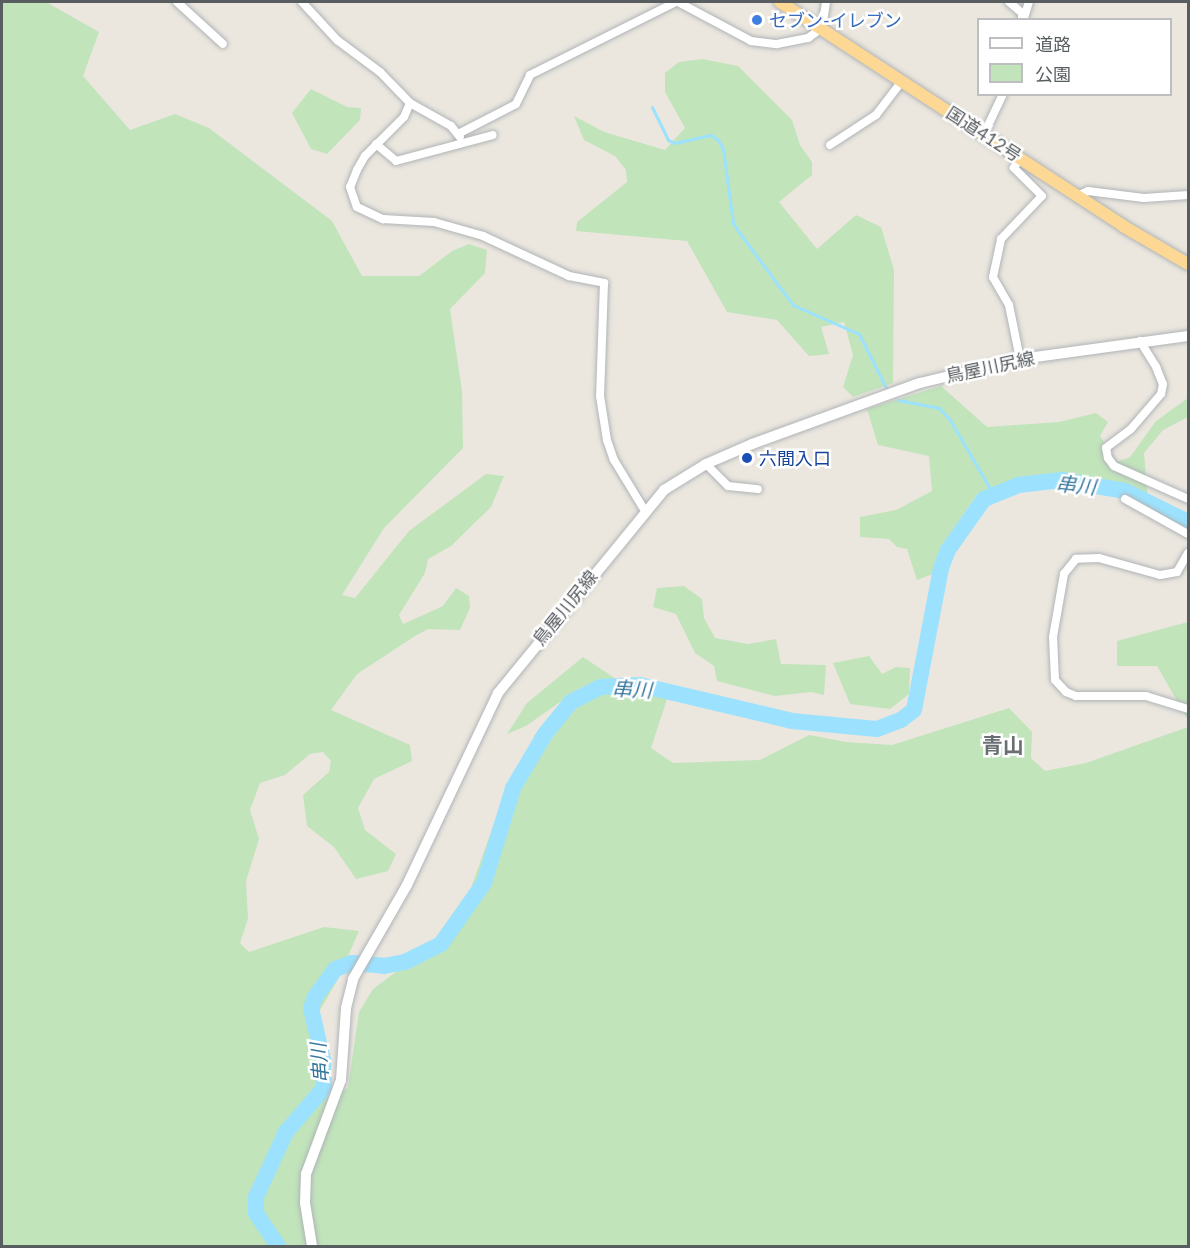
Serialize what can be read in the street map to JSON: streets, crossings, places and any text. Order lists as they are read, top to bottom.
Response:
{
  "streets": {
    "highway": ["国道412号"],
    "main road": ["鳥屋川尻線"]
  },
  "districts": ["青山"],
  "water": ["串川"],
  "places": ["セブン-イレブン", "六間入口"],
  "legend": ["道路", "公園"]
}
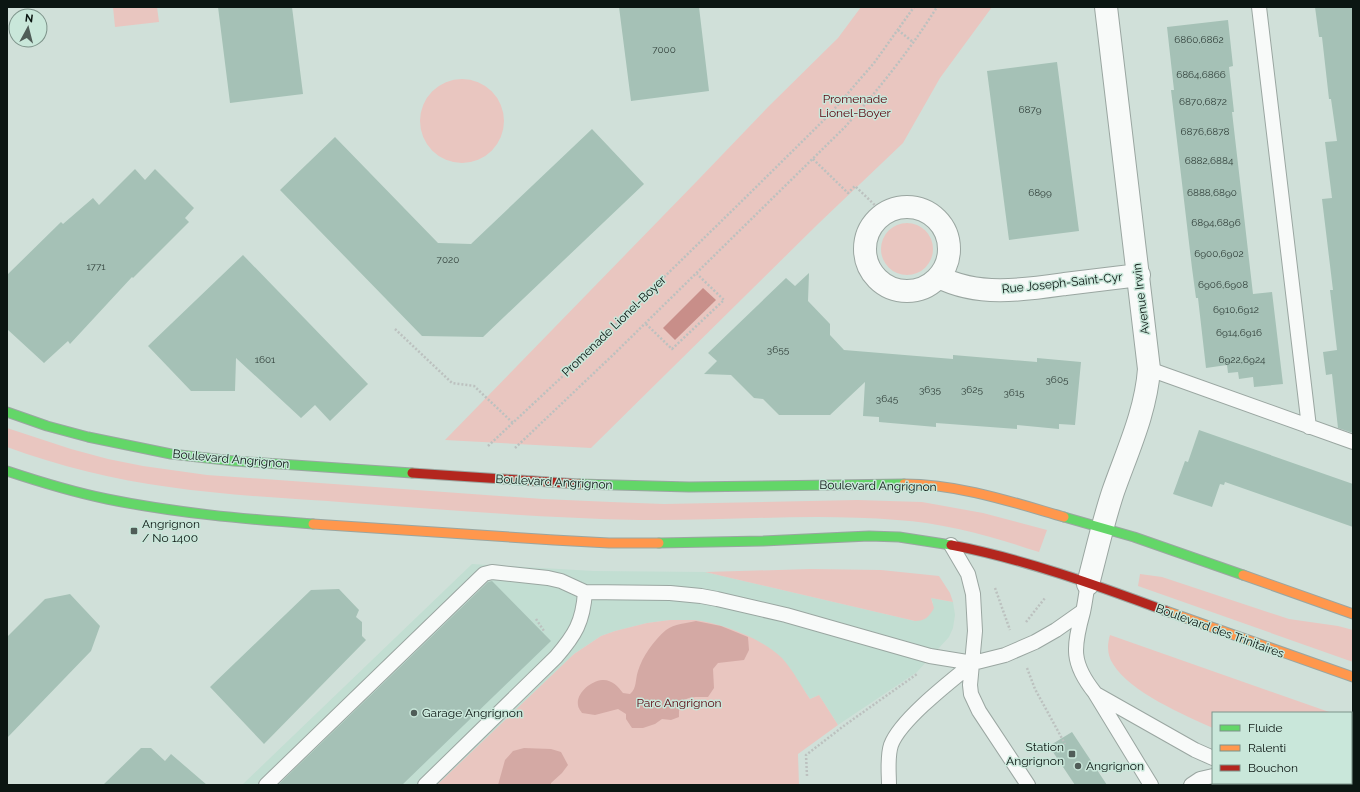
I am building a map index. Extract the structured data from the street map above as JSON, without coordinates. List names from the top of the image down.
{
  "streets": {
    "main road": ["Boulevard Angrignon", "Boulevard des Trinitaires"],
    "street": ["Rue Joseph-Saint-Cyr", "Avenue Irwin"],
    "path": ["Promenade Lionel-Boyer"]
  },
  "crossings": [
    ["Rue Joseph-Saint-Cyr", "Avenue Irwin"],
    ["Avenue Irwin", "Boulevard Angrignon"],
    ["Avenue Irwin", "Boulevard des Trinitaires"]
  ],
  "parks": ["Promenade Lionel-Boyer", "Parc Angrignon"],
  "places": {
    "transit": ["Angrignon / No 1400", "Station Angrignon"],
    "other": ["Garage Angrignon", "Angrignon"]
  },
  "house_numbers": [
    "6860,6862",
    "7000",
    "6864,6866",
    "6870,6872",
    "6879",
    "6876,6878",
    "6882,6884",
    "6899",
    "6888,6890",
    "6894,6896",
    "6900,6902",
    "7020",
    "1771",
    "6906,6908",
    "6910,6912",
    "6914,6916",
    "3655",
    "1601",
    "6922,6924",
    "3605",
    "3635",
    "3625",
    "3615",
    "3645"
  ],
  "legend": ["Fluide", "Ralenti", "Bouchon"],
  "north": "top"
}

[Task]
From the line holding "I am building" to the final line of the data, repeat every line exactly. Leave out all the rest.

[Completed task]
I am building a map index. Extract the structured data from the street map above as JSON, without coordinates. List names from the top of the image down.
{
  "streets": {
    "main road": ["Boulevard Angrignon", "Boulevard des Trinitaires"],
    "street": ["Rue Joseph-Saint-Cyr", "Avenue Irwin"],
    "path": ["Promenade Lionel-Boyer"]
  },
  "crossings": [
    ["Rue Joseph-Saint-Cyr", "Avenue Irwin"],
    ["Avenue Irwin", "Boulevard Angrignon"],
    ["Avenue Irwin", "Boulevard des Trinitaires"]
  ],
  "parks": ["Promenade Lionel-Boyer", "Parc Angrignon"],
  "places": {
    "transit": ["Angrignon / No 1400", "Station Angrignon"],
    "other": ["Garage Angrignon", "Angrignon"]
  },
  "house_numbers": [
    "6860,6862",
    "7000",
    "6864,6866",
    "6870,6872",
    "6879",
    "6876,6878",
    "6882,6884",
    "6899",
    "6888,6890",
    "6894,6896",
    "6900,6902",
    "7020",
    "1771",
    "6906,6908",
    "6910,6912",
    "6914,6916",
    "3655",
    "1601",
    "6922,6924",
    "3605",
    "3635",
    "3625",
    "3615",
    "3645"
  ],
  "legend": ["Fluide", "Ralenti", "Bouchon"],
  "north": "top"
}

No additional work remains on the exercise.